--- Exercise aim ---
From the listing below, copy out every line where the word "Order" appears.

--- Records shown ---
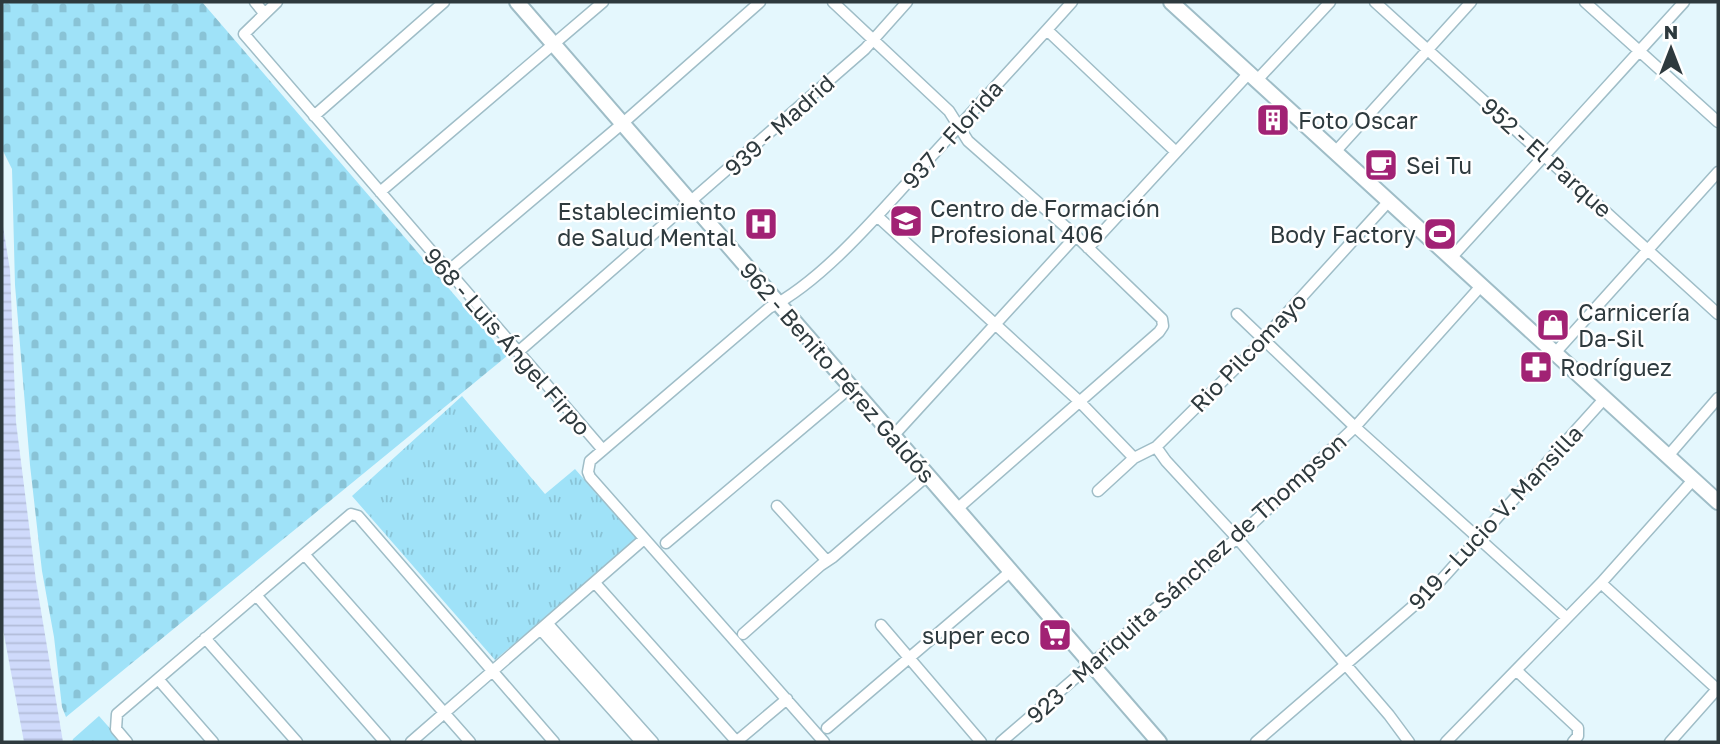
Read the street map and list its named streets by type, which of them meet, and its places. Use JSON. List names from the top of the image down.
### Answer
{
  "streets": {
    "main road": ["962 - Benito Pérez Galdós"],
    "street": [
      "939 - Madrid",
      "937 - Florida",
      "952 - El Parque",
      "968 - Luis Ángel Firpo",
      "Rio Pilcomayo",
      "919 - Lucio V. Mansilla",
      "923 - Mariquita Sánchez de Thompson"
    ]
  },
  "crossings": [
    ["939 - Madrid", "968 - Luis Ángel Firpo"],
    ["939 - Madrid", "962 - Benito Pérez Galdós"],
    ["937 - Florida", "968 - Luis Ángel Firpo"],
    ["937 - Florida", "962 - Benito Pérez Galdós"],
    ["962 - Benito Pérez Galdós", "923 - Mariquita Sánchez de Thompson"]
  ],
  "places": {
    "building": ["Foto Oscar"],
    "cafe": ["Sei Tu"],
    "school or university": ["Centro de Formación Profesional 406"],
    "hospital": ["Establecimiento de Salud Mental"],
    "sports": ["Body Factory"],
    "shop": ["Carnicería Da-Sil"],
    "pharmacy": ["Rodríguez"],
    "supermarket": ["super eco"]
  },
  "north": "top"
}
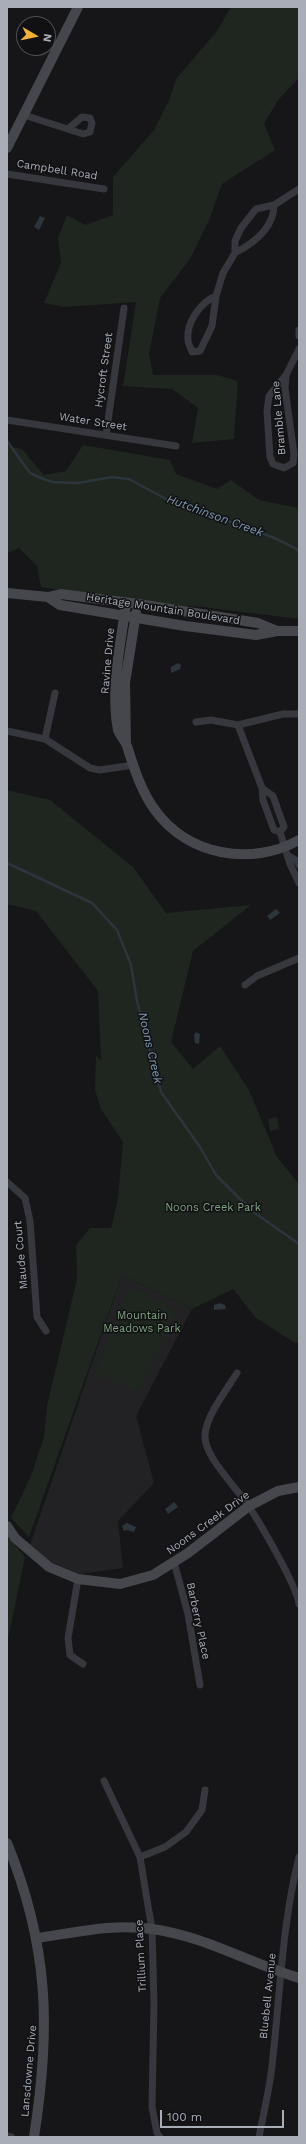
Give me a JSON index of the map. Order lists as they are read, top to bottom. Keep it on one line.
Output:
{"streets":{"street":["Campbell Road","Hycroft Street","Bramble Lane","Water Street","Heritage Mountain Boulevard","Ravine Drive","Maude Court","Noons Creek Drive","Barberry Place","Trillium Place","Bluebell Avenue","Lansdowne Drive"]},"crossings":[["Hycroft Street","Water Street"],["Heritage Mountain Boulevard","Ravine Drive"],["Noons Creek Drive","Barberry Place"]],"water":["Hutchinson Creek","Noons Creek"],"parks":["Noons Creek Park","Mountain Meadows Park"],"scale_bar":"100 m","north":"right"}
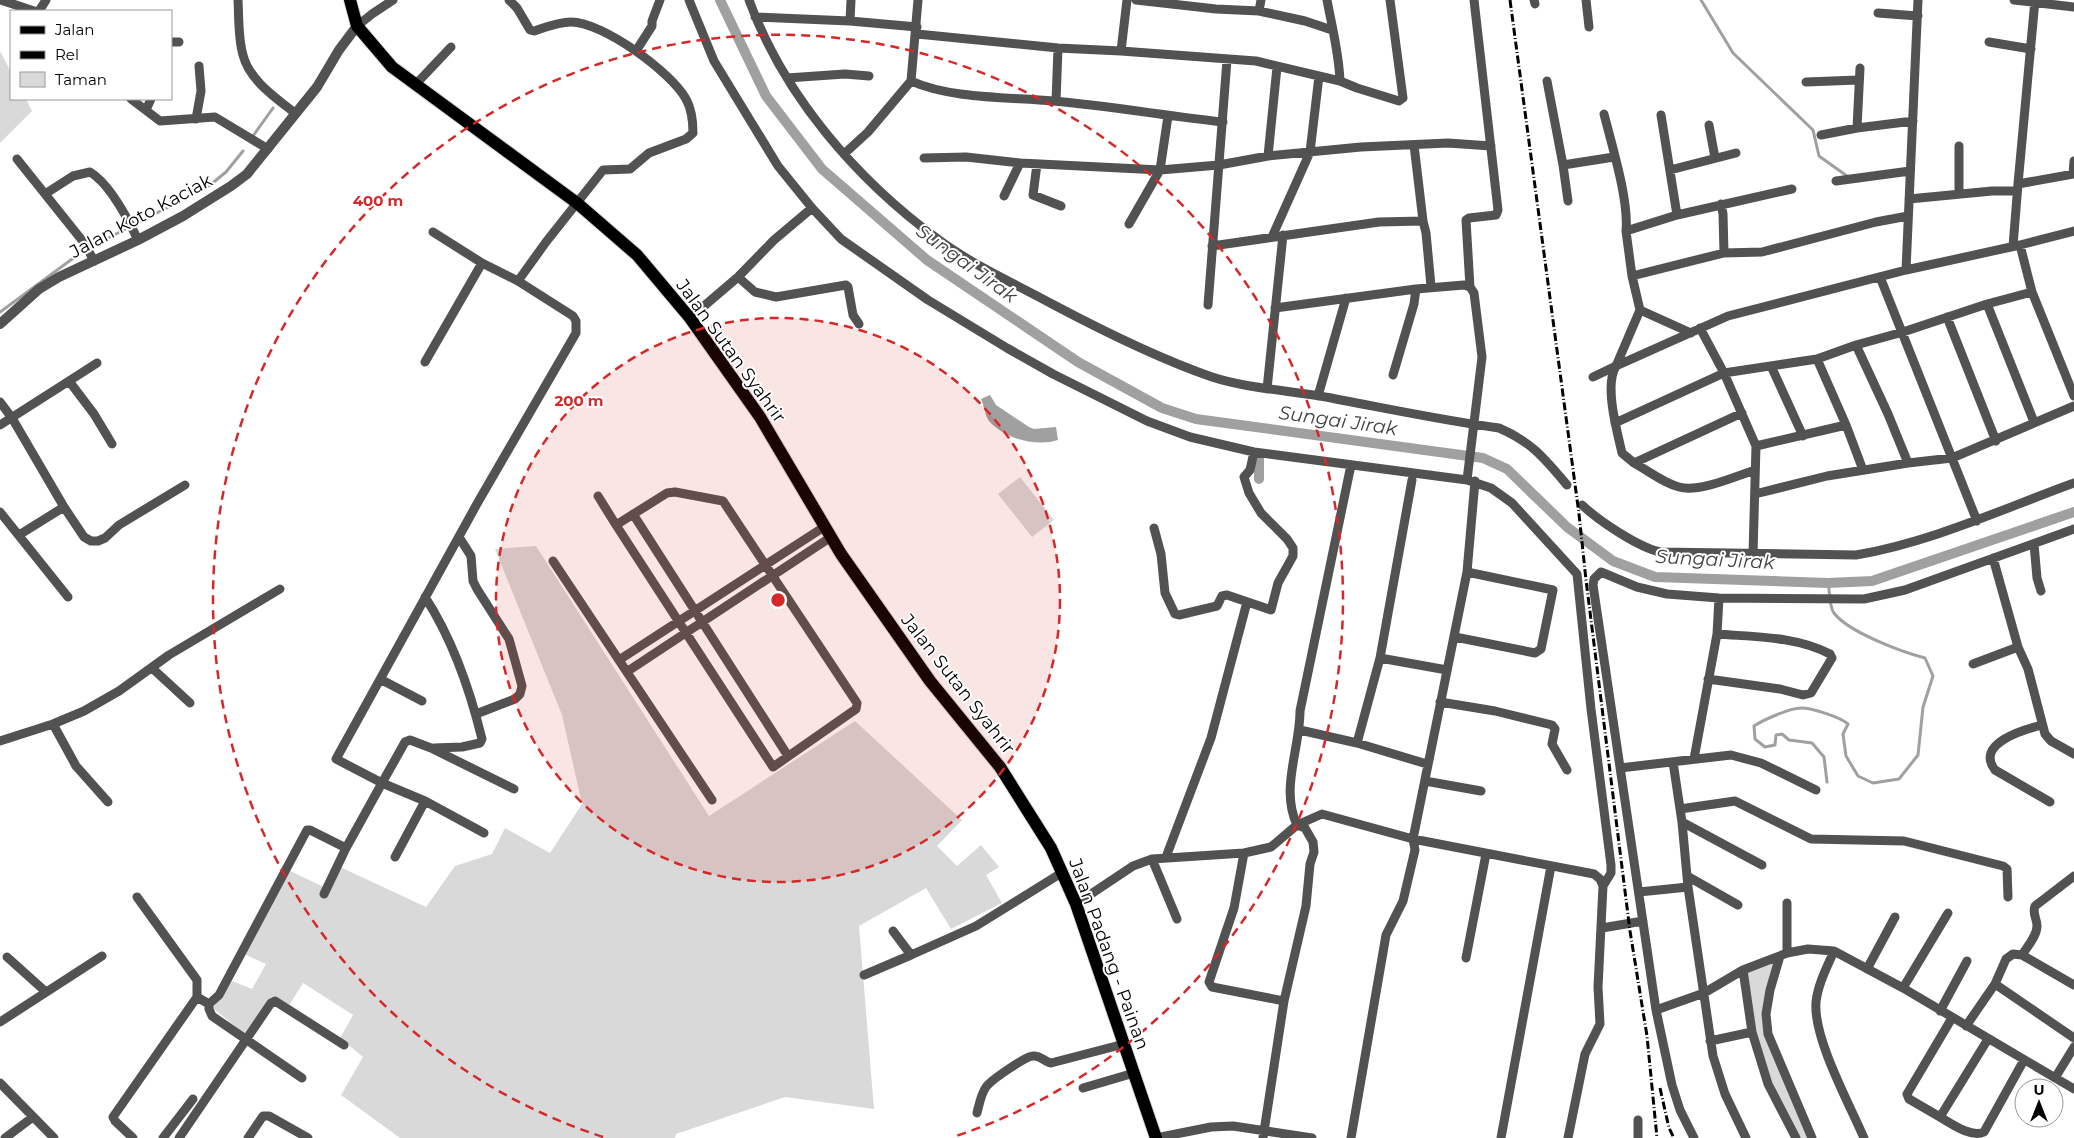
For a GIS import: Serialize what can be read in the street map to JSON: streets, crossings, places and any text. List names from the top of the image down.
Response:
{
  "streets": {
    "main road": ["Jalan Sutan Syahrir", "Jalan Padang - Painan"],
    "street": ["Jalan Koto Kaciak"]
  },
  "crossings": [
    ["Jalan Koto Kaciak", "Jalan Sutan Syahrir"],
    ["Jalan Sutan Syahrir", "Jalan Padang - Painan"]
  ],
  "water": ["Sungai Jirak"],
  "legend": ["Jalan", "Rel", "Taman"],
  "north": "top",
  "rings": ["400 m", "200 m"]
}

==

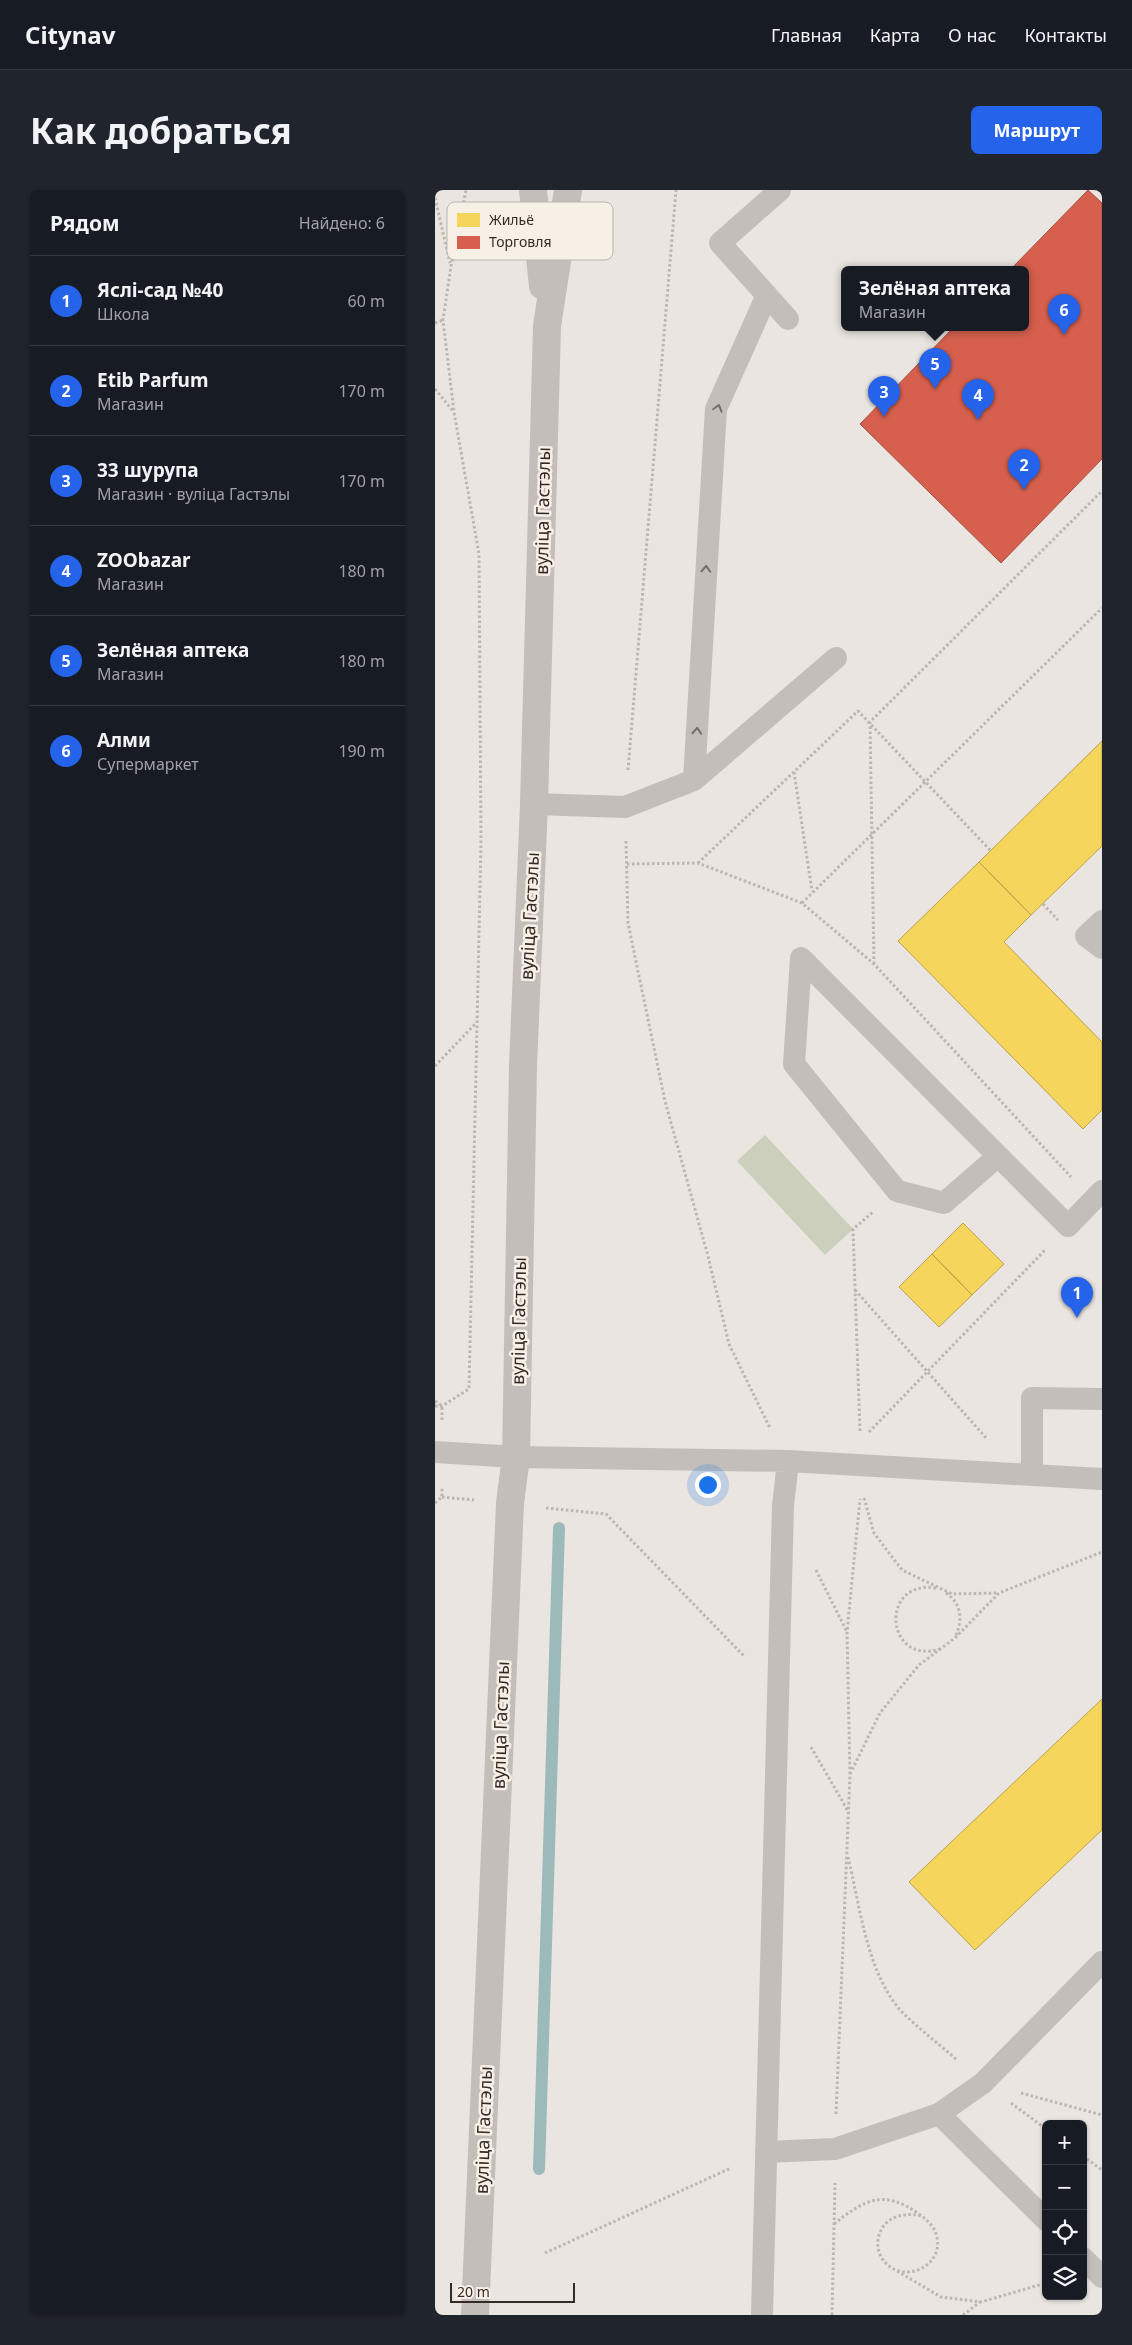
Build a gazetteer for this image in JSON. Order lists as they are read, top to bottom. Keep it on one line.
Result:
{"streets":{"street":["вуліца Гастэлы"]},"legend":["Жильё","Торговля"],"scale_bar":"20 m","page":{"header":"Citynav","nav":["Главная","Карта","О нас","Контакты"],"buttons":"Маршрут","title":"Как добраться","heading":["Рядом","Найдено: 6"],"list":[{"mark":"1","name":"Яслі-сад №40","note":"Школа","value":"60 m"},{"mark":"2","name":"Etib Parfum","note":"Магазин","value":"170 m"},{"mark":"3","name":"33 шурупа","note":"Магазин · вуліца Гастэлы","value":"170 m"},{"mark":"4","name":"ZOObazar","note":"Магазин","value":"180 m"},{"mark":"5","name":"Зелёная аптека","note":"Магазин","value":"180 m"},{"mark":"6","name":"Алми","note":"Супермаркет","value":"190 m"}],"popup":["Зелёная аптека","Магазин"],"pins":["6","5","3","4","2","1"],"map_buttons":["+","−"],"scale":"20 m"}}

--- Answer space ---
Give me a JSON index of the map. Order lists as they are read, top to bottom. Keep it on one line.
Build a gazetteer for this image in JSON. Order lists as they are read, top to bottom. Keep it on one line.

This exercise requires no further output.